L’autoconsommation collective (ACC) confirme son essor en France avec des chiffres de croissance exceptionnels au premier trimestre 2026. Cependant, cet élan dynamique se heurte à des inquiétudes sectorielles concernant une éventuelle réforme réglementaire, dont l’examen imminent pourrait menacer la stabilité du modèle.

Des indicateurs en forte hausse au premier trimestre 2026

Selon les dernières données publiées par Enedis, le gestionnaire du réseau de distribution, le parc français d’autoconsommation collective affichait, fin mars 2026, 1 945 opérations actives. Ces projets rassemblent désormais 22 235 participants et totalisent une puissance installée de 325 924 kVA.

La période a été particulièrement active avec la mise en service de 320 nouvelles opérations entre janvier et mars, ce qui représente une progression de 20% en seulement trois mois. Cette expansion s’accompagne d’une augmentation de plus de 4 000 autoconsommateurs (+23%) et d’un bond remarquable de la puissance installée, en hausse de 100 MW (+38,5%).

Un modèle qui séduit producteurs et consommateurs

La structure moyenne d’une opération d’ACC illustre bien son modèle collaboratif : on compte en moyenne un producteur d’énergie renouvelable pour dix consommateurs. Ce système permet à un groupe de voisins, de copropriétaires ou d’acteurs d’une zone d’activité de partager localement l’électricité produite, généralement par des panneaux photovoltaïques, optimisant ainsi la consommation et réduisant les pertes sur le réseau.

L’ombre d’une réforme réglementaire sur une filière en plein essor

Cette dynamique positive intervient à un moment crucial. Un projet de décret relatif à l’autoconsommation collective doit être examiné par le Conseil supérieur de l’énergie (CSE).
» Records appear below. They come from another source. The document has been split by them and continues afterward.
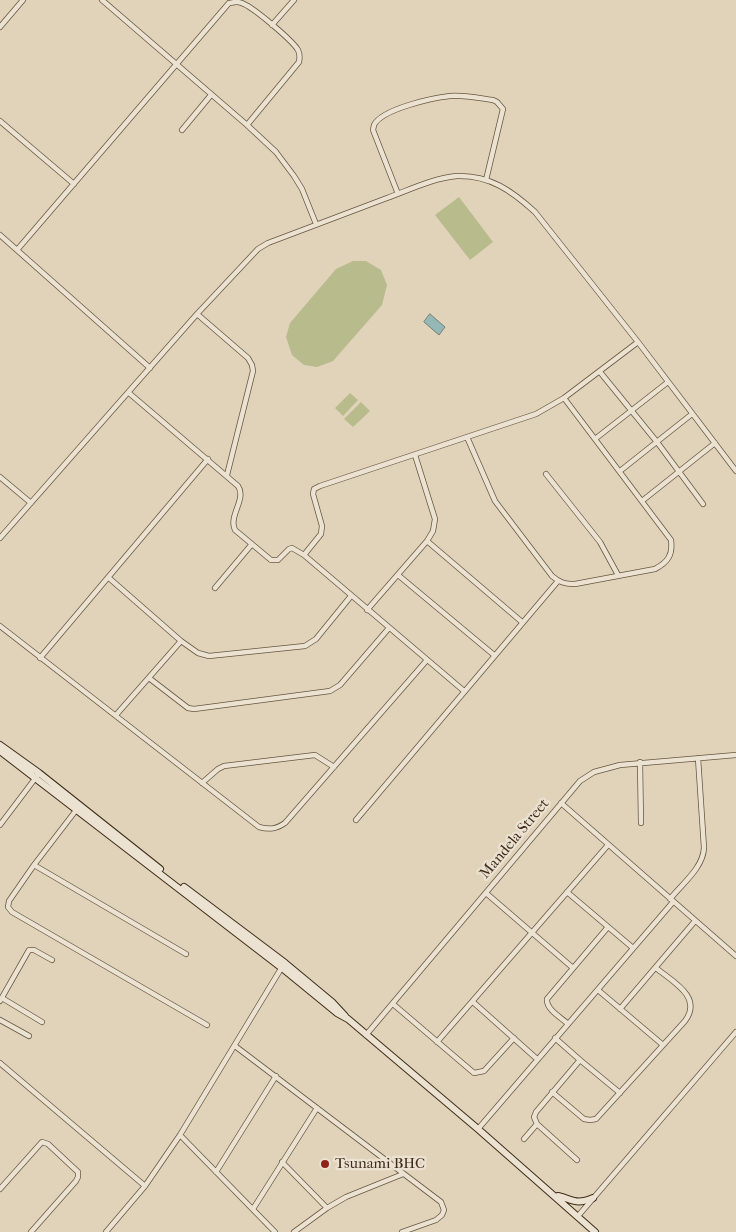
<!DOCTYPE html>
<style>
body{margin:0}
canvas{display:block;background:#e0d3b9}
</style>
<canvas width="736" height="1232"></canvas>
<script>
const ctx = document.querySelector('canvas').getContext('2d');
ctx.lineJoin = 'round';
function fillPath(path, color) { ctx.fillStyle = color; ctx.fill(path, 'evenodd'); }
function stroke(path, color, width, dash) { ctx.strokeStyle = color; ctx.lineWidth = width; ctx.lineCap = dash ? 'butt' : 'round'; ctx.setLineDash(dash || []); ctx.stroke(path); }
function label(font, color, halo, rows, align = 'center') {
  ctx.font = font + ' "IM FELL French Canon",serif'; ctx.lineWidth = 4.5; ctx.setLineDash([]); ctx.textBaseline = 'middle'; ctx.strokeStyle = halo; ctx.fillStyle = color; for (const [text, x, y, turn = 0] of rows) {
    ctx.save(); ctx.translate(x, y); ctx.rotate((+turn || 0) * Math.PI / 180); ctx.textAlign = isNaN(turn) ? turn : align; if (halo) ctx.strokeText(text, 0, 0); ctx.fillText(text, 0, 0); ctx.restore();
  }
}
fillPath(new Path2D(`
 M459 197 493 242 470 260 435 215Z
 M353 261H366L381 270 387 285 382 305 333 361 317 367 304 365 292 355 286 337 290 323 336 269Z
 M350 393 358 400 343 416 335 408Z
 M361 402 370 411 353 427 344 419Z`), '#b8bb8b');
const water = new Path2D(`
 M430 314 445 327 439 335 424 322Z`);
fillPath(water, '#95b7b5');
stroke(water, '#737f76', 1);
const minor = new Path2D(`
 M102 0 247 125 276 152 294 176 302 189 316 224
 M272 25 294 0
 M0 27 23 0
 M0 121 74 184
 M182 130 211 95
 M398 194 373 130 374 125C382 109 432 98 450 96 464 95 479 98 493 100L497 102 503 109 486 180
 M0 235 150 368
 M17 250 229 3C235 2 238 1 244 4 255 9 292 40 298 50 300 54 300 57 299 62L247 125
 M197 314 248 358 252 365 253 371 227 475
 M600 372 657 442 703 504
 M129 393 238 486C247 499 228 516 235 530L271 560H278L289 549 292 548 304 555 464 691
 M467 437 495 501 552 576C559 582 564 584 575 584L655 569C668 562 673 555 671 540L564 398
 M595 439 668 382
 M620 471 692 414
 M546 474 600 542 618 575
 M0 477 31 503
 M642 501 715 443
 M0 538 197 314 258 249 268 243C308 228 348 213 387 198 409 190 433 178 457 176 490 175 512 191 535 212L638 342 736 471
 M427 541 522 622
 M304 555 321 534 322 526 313 494 314 489 320 486 536 414 564 398 638 342
 M398 575 494 655
 M109 578 181 641 198 653 209 656 305 646 316 639 351 596
 M215 588 252 544
 M367 610 427 541 433 531 435 519 415 455
 M0 626 259 827C270 830 276 829 285 823L427 660
 M40 658 208 459
 M149 678 188 708 194 709 330 691 340 685 389 628
 M116 715 181 641
 M640 762 641 823
 M202 783 218 769 224 766 315 755 334 767
 M561 803 736 956
 M77 809 34 865 9 901 8 907 12 912 207 1025
 M356 820 558 581
 M0 825 37 776
 M34 865 186 954
 M567 892 633 948
 M486 893 573 968
 M670 899C682 884 703 868 704 848L698 758
 M598 990 663 1045
 M2 998 42 1022
 M0 1001 29 950H34L52 960
 M473 1002 537 1059
 M393 1004 474 1073 484 1071 514 1038
 M620 1009 695 921
 M0 1020 29 1036
 M567 1023C560 1017 546 1009 547 999L608 927
 M366 1035 580 781 594 772 620 765 736 755
 M555 1038 580 1060
 M437 1042 608 845
 M235 1046 441 1202 444 1210 442 1215 436 1220 402 1232
 M0 1063 145 1186
 M552 1092 584 1119 590 1120 596 1119 685 1021C703 997 673 982 656 968
 M478 1129 673 902
 M180 1135 275 1232
 M524 1139 537 1124
 M577 1160 537 1124 534 1117 536 1112 580 1060 620 1093
 M282 1162 327 1208
 M216 1172 276 1076
 M0 1189 42 1142 48 1144 78 1172V1177L76 1181 31 1232
 M253 1209 317 1108
 M578 1216 736 1032
 M106 1232 145 1186 180 1135 282 967
 M294 1232 327 1208 346 1197 403 1174`);
const secondary = new Path2D(`
 M0 745 39 773 160 869
 M0 751 282 968 337 1013 348 1019 478 1129 595 1232
 M184 887 285 963 332 1002 345 1016
 M558 1196C574 1200 576 1205 593 1198`);
stroke(minor, '#675640', 6);
stroke(secondary, '#3f2c18', 8);
stroke(minor, '#ebe2d2', 4.5);
stroke(secondary, '#ebe2d2', 6);
for (const [x, y, r, color] of [
 [325,1164,5,"#8f2418"]
]) { const dot = new Path2D(); dot.arc(x, y, r, 0, 2 * Math.PI); ctx.fillStyle = color; ctx.fill(dot); stroke(dot, '#ebe2d2', 2); }
label('15px', '#3f2c18', '#ebe2d2', [
 ["Mandela Street",515,839,-50]
]);
label('15px', '#3f2c18', '#ebe2d2', [
 ["Tsunami BHC",335,1164]
], 'left');
</script>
La filière exprime une vive inquiétude quant au contenu et à la méthode de cette révision.

Les professionnels du secteur, par la voix de leurs syndicats, dénoncent un texte préparé sans concertation préalable et dont les dispositions pourraient, selon eux, remettre en cause rétroactivement la viabilité économique des opérations existantes. « Comment espérer maintenir la confiance et engager de nouvelles opérations si on remet en cause le modèle même ? », s’interrogent-ils, plaidant pour une optimisation du soutien public au solaire qui ne fragilise pas cette dynamique.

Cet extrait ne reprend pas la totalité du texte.